How to go from inbox captivity to email ecstasy - Part Three - Tactical Tips
After choosing the prosperous project leader philosophy for email in part one of this series of articles, and email success strategies in part two, let's discuss success tactics. Email success tactics focus solely on efficiency. What is the fastest way to process inbound and outbound emails so that you can invest time in addressing important project issues?
Here are wining tactical tips with email.
1. Turn off notifications for incoming email. No pop ups should flash on your screen. No sounds when you get new email. Email is your tool not your master that requires you to jump when you receive an email. Remember that if something was critically urgent then someone would call you. Nobody sends an email to 911 - they call. Income email can wait until you get to it.

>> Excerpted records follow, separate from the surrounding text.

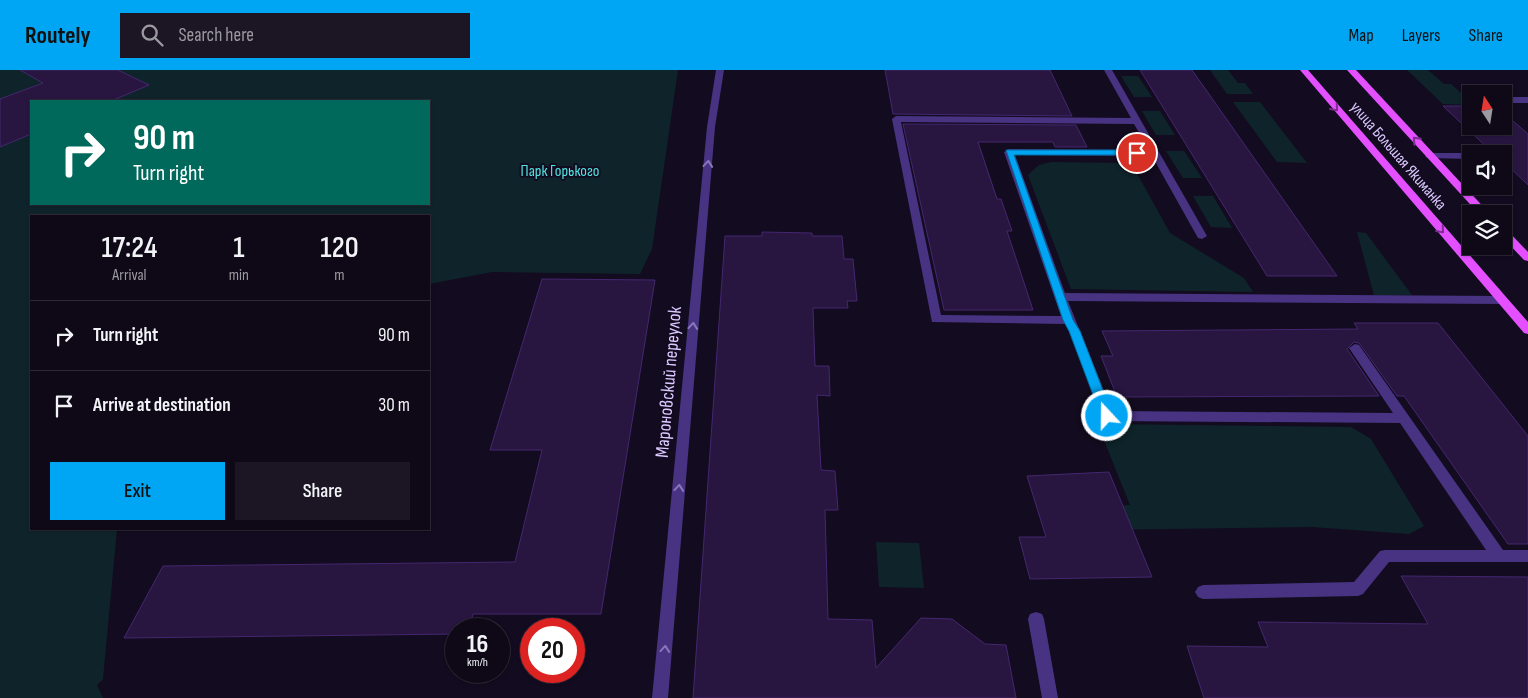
<!DOCTYPE html>
<meta charset="utf-8">
<style>
:root{--surface:#0e0817;--page:#1c1624;--text:#f1f3f6;--muted:#9b9aa1;--line:#2e2936;--accent:#00a6f4}
body{margin:0;font-family:"Sofia Sans Condensed",sans-serif;background:var(--page);color:var(--text);height:100vh;display:flex;flex-direction:column;font-size:19px;white-space:nowrap}
*{box-sizing:border-box;margin:0}
p{font-size:16px;color:var(--muted)}
.icon{flex:none;width:28px;height:28px;fill:none;stroke:currentColor;stroke-width:2;stroke-linecap:round;stroke-linejoin:round}
.map{position:relative;flex:1;overflow:hidden}
.side{position:absolute;left:30px;top:145px;width:400px;height:315px;display:flex;flex-direction:column;background:var(--surface);border-radius:0px;box-shadow:0 1px 4px #0004,0 0 0 1px var(--line)}
.side>*{flex:none}
.hud{position:absolute;left:30px;top:30px;width:400px;height:105px;border-radius:0px;box-shadow:0 1px 4px #0004,0 0 0 1px var(--line);background:#00695c;color:#fff;overflow:hidden}
.needle{width:32px;rotate:348deg}
.fabs{position:absolute;left:1462px;top:15px;display:grid;gap:10px}
.fabs a{display:grid;place-items:center;width:50px;height:50px;border-radius:0px;background:var(--surface);box-shadow:0 1px 4px #0004,0 0 0 1px var(--line);font-size:25px}
.speed{position:absolute;left:445px;top:548px;display:flex;gap:10px;font-size:25px;font-weight:700;text-align:center}
.speed>*{display:grid;place-content:center;width:65px;height:65px;border-radius:50%;background:var(--surface);box-shadow:0 1px 4px #0004,0 0 0 1px var(--line);line-height:1}
.speed small{font-size:12px;font-weight:400}
.speed .limit{border:8px solid #d22;background:#fff;color:#111}
.pin{position:absolute;display:grid;place-items:center;width:42px;height:42px;color:#fff;margin:-21px;border:2px solid #fff;border-radius:50%;box-shadow:0 1px 5px #0007}
.me{position:absolute;width:55px;margin:-28px;rotate:339deg;stroke-linejoin:round;filter:drop-shadow(0 0 4px #0008)}
.turn{display:flex;align-items:center;gap:18px;height:105px;padding:0 20px;font-size:22px}
.turn .icon{width:65px;height:65px;stroke-width:2.5}
.turn b{display:block;font-size:35px;line-height:42px}
.eta{display:flex;justify-content:space-evenly;align-items:center;height:85px;text-align:center}
.eta b{font-size:30px;font-weight:600;line-height:35px}
.cta{display:flex;gap:10px;margin-top:auto;padding:10px 20px}
.cta a{flex:1;height:58px;border-radius:0px;background:var(--accent);color:#111;font-size:20px;font-weight:600;line-height:58px;text-align:center}
.cta a+a{background:var(--page);color:var(--text)}
ul{padding:0;list-style:none}
li{display:flex;align-items:center;gap:15px;height:70px;padding:0 20px;border-top:1px solid var(--line)}
li div{flex:1}
li b{display:block;font-size:19px}
li em{font-style:normal}
header{display:flex;align-items:center;gap:30px;box-sizing:border-box;height:70px;padding:0 25px;background:var(--accent);color:#111}
header strong{font-size:24px}
nav{display:flex;gap:28px;margin-inline-start:auto;font-size:18px}
.search{width:350px;height:45px;background:var(--page);display:flex;align-items:center;gap:12px;box-sizing:border-box;padding:0 18px;border-radius:0px;color:var(--muted);font-size:19px}
.map>svg:first-child{display:block}
.green{fill:#0e242a;fill-rule:evenodd}
.building{fill:#281641;stroke:#45276f}
.lines{fill:none;stroke-linecap:round;stroke-linejoin:round}
.lane{fill:#473381;fill-rule:evenodd}
.street{fill:#473381;fill-rule:evenodd}
.primary{fill:#e450ff;fill-rule:evenodd}
.oneway{stroke:#7c2e8f}
.oneway2{stroke:#8a76ba}
.route{fill:#00a6f4;stroke:#006c9f}
.labels{text-anchor:middle;dominant-baseline:central;stroke-width:4;stroke-linejoin:round;paint-order:stroke}
.far-street-label{font-size:16px;fill:#dbc9ff;stroke:#130b1f}
.far-park-label{font-size:16px;fill:#4fe5e1;stroke:#130b1f}
.street-label{font-size:19px;fill:#dbc9ff;stroke:#130b1f}
</style>
<header>
<strong>Routely</strong>
<div class="search"><svg class="icon" aria-label="search" viewBox="0 0 24 24"><circle cx="10" cy="10" r="6"/><path d="M15 15l6 6"/></svg>Search here</div>
<nav><a>Map</a><a>Layers</a><a>Share</a></nav>
</header>
<div class="map">
<svg width="1528" height="628" viewBox="0 0 1528 628">
<rect width="100%" height="100%" fill="#130b1f"/>
<g class="green">
<path d="M0,0H678L652,179L640,204L492,202L429,214V146H31V459H117L103,609L97,615L103,628H0ZM31,31H429V134H31Z"/>
<polygon points="1210,0 1228,0 1238,13 1245,13 1253,24 1227,24"/>
<polygon points="1407,0 1428,0 1444,14 1451,14 1471,32 1471,35 1443,34"/>
<polygon points="1121,6 1138,6 1152,27 1134,27"/>
<polygon points="1233,32 1260,32 1307,93 1277,92"/>
<polygon points="1142,41 1160,41 1175,65 1156,65"/>
<polygon points="1166,81 1184,81 1202,108 1183,108"/>
<polygon points="1051,92 1125,93 1134,98 1170,163 1244,208 1253,222 1071,219 1028,105 1039,95"/>
<polygon points="1193,126 1213,126 1232,158 1211,157"/>
<polygon points="1357,162 1366,163 1412,225 1374,225"/>
<polygon points="1104,354 1351,357 1371,369 1424,456 1409,464 1312,457 1100,460 1091,437 1130,435 1101,363"/>
<polygon points="876,472 919,473 924,518 879,517"/>
</g>
<g class="building">
<polygon points="20,0 118,0 149,15 111,31 31,31 31,64 0,77 0,29 43,13"/>
<polygon points="885,0 1050,0 1072,46 893,44"/>
<polygon points="1140,0 1192,0 1337,206 1267,206"/>
<polygon points="1443,36 1471,36 1471,56 1504,56 1504,43 1528,64 1528,115 1504,92 1504,84 1494,84"/>
<polygon points="903,54 1076,55 1087,77 1055,77 1053,72 978,72 997,129 1001,129 1012,161 1007,161 1033,240 944,240"/>
<polygon points="762,162 812,163 812,166 842,166 844,189 853,189 857,231 847,231 848,238 813,238 815,296 829,296 830,326 817,325 821,400 835,401 838,440 825,440 828,549 872,550 876,598 921,548 952,549 985,574 1006,575 1016,628 693,628 725,166 762,166"/>
<polygon points="542,209 655,210 601,544 473,544 469,559 456,559 456,564 124,568 163,496 515,492 542,380 490,380"/>
<polygon points="1354,253 1438,253 1528,366 1528,474 1508,474 1404,326 1397,326 1359,273 1354,272 1347,279 1379,326 1117,327 1101,286 1113,286 1102,261 1358,259"/>
<polygon points="1109,402 1152,507 1030,509 1019,467 1046,467 1027,406"/>
<polygon points="1401,506 1528,507 1528,628 1204,628 1187,576 1268,577 1258,552 1428,554"/>
</g>
<g class="lines">
<g class="lane">
<path d="M1104,0H1112L1207,166L1202,169L1198,168L1152,86L1015,85L1065,223L1502,226L1508,230L1502,234L1068,231L1112,341L1393,343L1349,278L1355,274L1359,275L1503,480H1528V492H1389L1363,524L1358,526L1203,529L1198,527L1195,522L1198,517L1203,515L1354,512L1380,481L1385,480H1486L1400,353L1107,351L1102,349L1101,346L1069,261L1065,254L932,252L892,49L896,46L1131,48ZM901,52L1134,54L1149,80L1009,79L1004,82L1061,246L941,245Z"/>
<rect x="1504" y="27" width="24" height="6"/>
<polygon points="1430,83 1471,83 1473,84 1471,84 1471,89 1427,88 1425,86"/>
<polygon points="1036,542 1042,544 1044,549 1058,628 1042,628 1028,549 1030,544"/>
</g>
<polygon class="street" points="716,0 724,0 715,57 668,628 652,628 707,57"/>
<g class="primary">
<polygon points="1300,0 1308,0 1528,252 1528,264 1524,263"/>
<polygon points="1347,0 1356,0 1490,144 1479,144"/>
<polygon points="1504,160 1508,161 1528,182 1528,191 1524,190 1504,169"/>
</g>
</g>
<defs><path id="oneway-chevron" d="M-2-3.5L2.5 0L-2 3.5" fill="none" stroke-width="1.6" stroke-linecap="round" stroke-linejoin="round" transform="scale(1.25)"/></defs>
<g class="oneway">
<use href="#oneway-chevron" transform="translate(1335 38) rotate(49)"/>
<use href="#oneway-chevron" transform="translate(1416 70) rotate(-133)"/>
<use href="#oneway-chevron" transform="translate(1441 160) rotate(49)"/>
</g>
<g class="oneway2">
<use href="#oneway-chevron" transform="translate(708 94) rotate(-85)"/>
<use href="#oneway-chevron" transform="translate(693 256) rotate(-85)"/>
<use href="#oneway-chevron" transform="translate(679 418) rotate(-85)"/>
<use href="#oneway-chevron" transform="translate(665 579) rotate(-85)"/>
</g>
<polygon class="route" points="1006,80 1137,80 1142,83 1137,85 1014,85 1073,250 1080,261 1113,346 1111,349 1103,349 1101,346 1069,261 1063,250"/>
<g class="labels">
<g class="far-street-label">
<text transform="translate(1398 86) rotate(49)">улица Большая Якиманка</text>
</g>
<g class="far-park-label">
<text x="560" y="101">Парк Горького</text>
</g>
<g class="street-label">
<text transform="translate(669 312) rotate(-85)">Мароновский переулок</text>
</g>
</g>
</svg>
<div class="fabs">
<a><svg class="needle" viewBox="-14 -14 28 28"><path d="M0-13l5 13h-10z" fill="#e53935"/><path d="M0 13l5-13h-10z" fill="#9b9aa1"/></svg></a>
<a><svg class="icon" aria-label="sound" viewBox="0 0 24 24"><path d="M4 9h4l5-4v14l-5-4H4zM17 9q2 3 0 6"/></svg></a>
<a><svg class="icon" aria-label="layers" viewBox="0 0 24 24"><path d="M12 4l9 5-9 5-9-5zM3 14l9 5 9-5"/></svg></a>
</div>
<div class="speed"><div>16<small>km/h</small></div><div class="limit">20</div></div>
<div class="pin" style="left:1137px;top:83px;background:#d93025"><svg class="icon" aria-label="arrive" viewBox="0 0 24 24"><path d="M6 21V4h12l-3 4 3 4H6"/></svg></div>
<svg class="me" style="left:1107px;top:346px" viewBox="-20 -20 40 40"><circle r="17" fill="#00a6f4" stroke="#fff" stroke-width="3"/><path d="M0-11L8 9 0 5-8 9z" fill="#fff"/></svg>
<div class="hud">
<div class="turn"><svg class="icon" aria-label="right" viewBox="0 0 24 24"><path d="M7 20v-9h11M14 6l5 5-5 5"/></svg><div><b>90 m</b>Turn right</div></div>
</div>
<section class="side">
<div class="eta">
<div><b>17:24</b><p>Arrival</p></div>
<div><b>1</b><p>min</p></div>
<div><b>120</b><p>m</p></div>
</div>
<ul>
<li><svg class="icon" aria-label="right" viewBox="0 0 24 24"><path d="M7 20v-9h11M14 6l5 5-5 5"/></svg><div><b>Turn right</b></div><em>90 m</em></li>
<li><svg class="icon" aria-label="arrive" viewBox="0 0 24 24"><path d="M6 21V4h12l-3 4 3 4H6"/></svg><div><b>Arrive at destination</b></div><em>30 m</em></li>
</ul>
<div class="cta"><a>Exit</a><a>Share</a></div>
</section>
</div>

2. Automate outbound emails. Find out how you can make your email application add an automatic signature for outbound emails. Find out if you can program a macro or use a standard template for emails that you frequently send. I observed a person who claims to be overworked, manually add a signature block every time she sends an email. Multiply it by hundreds of emails a day, and you will see why she has so little time to address important project issues.
3. Automatically sort incoming emails. Setup rules in your email application to filter your incoming mail. Some emails can be deleted directly. Others can be sorted into appropriate folders. Don't allow emails into your inbox if they should be sent directly to the trash.
4. Monitor your email efficiency. Occasionally, take a day to and keep a time log of how much time you spend on email. How much time do you spend on reading email? How long do you spend on crafting and sending emails? Then commit to reducing this time investment. Does it take you five minutes to craft an email? How can you reduce it to under one minute? Could you call the respondent and close the issue out in under two minutes instead of three emails with responses?
5. Use Out of Office etiquette. Tell people that you are out of the office, who to contact in your absence, and when you will be back.
6. Perfection is dysfunctional. When you have crafted your email, proofread it and send it. Don't pursue perfection. If your email requires proofreading by your manager, then something is probably wrong. You have the wrong communication channel or not the required authority. Maybe you should not be sending the email?
7. Don't be a "topper". You don't have to have the last word. It is OK for someone to send you an email that does not require your response. If you insist on always having the last word, then people will stop sending you emails, because you train them to expect an email return on every email which then adds to their workload. Don't give your unsolicited feedback on every email that your project team sends you. Your team will exclude you from future communications if you insist on always "topping" them. "Topping" others is a manifestation of your insecurities - get therapy, don't burden your team with them.
8. Make your email signature functional. Your email signature should briefly state who you are how to contact you. Include your email address, office and cell phone telephone numbers. Don't put your philosophical quotes in your email signature or your life history. Add your professional certifications if they are appropriate and relevant.
9. Don't forward jokes. Don't forward your favorite quote to your project team. If you have a relationship with friends who are likely to enjoy the joke or funny video clip, then send it along. I don't want to sort through emails about a "Latest computer virus" or "Joke of the day".
10. Cool it. If you doubt about whether you should send the email that you hastily wrote in response to an emotional issue, then don't send it. Delete it until you have had time to digest and process the issue. The rule of thumb is "If you are angry when writing the email, then don't send it".
11. Desperation tip. If you are temporarily overwhelmed with incoming email while you are managing a crisis situation then create an email folder titled "Will get to these emails later". Move emails from your inbox into this folder and to stay focused on the crisis in front of you.
This series of three articles provides you with the philosophy, strategies and tactics to go from inbox captivity to email ecstasy. Apply this knowledge to improve your project leadership effectiveness and the resulting prosperity. Neither I nor your team ever want to hear that you are in "email jail" again.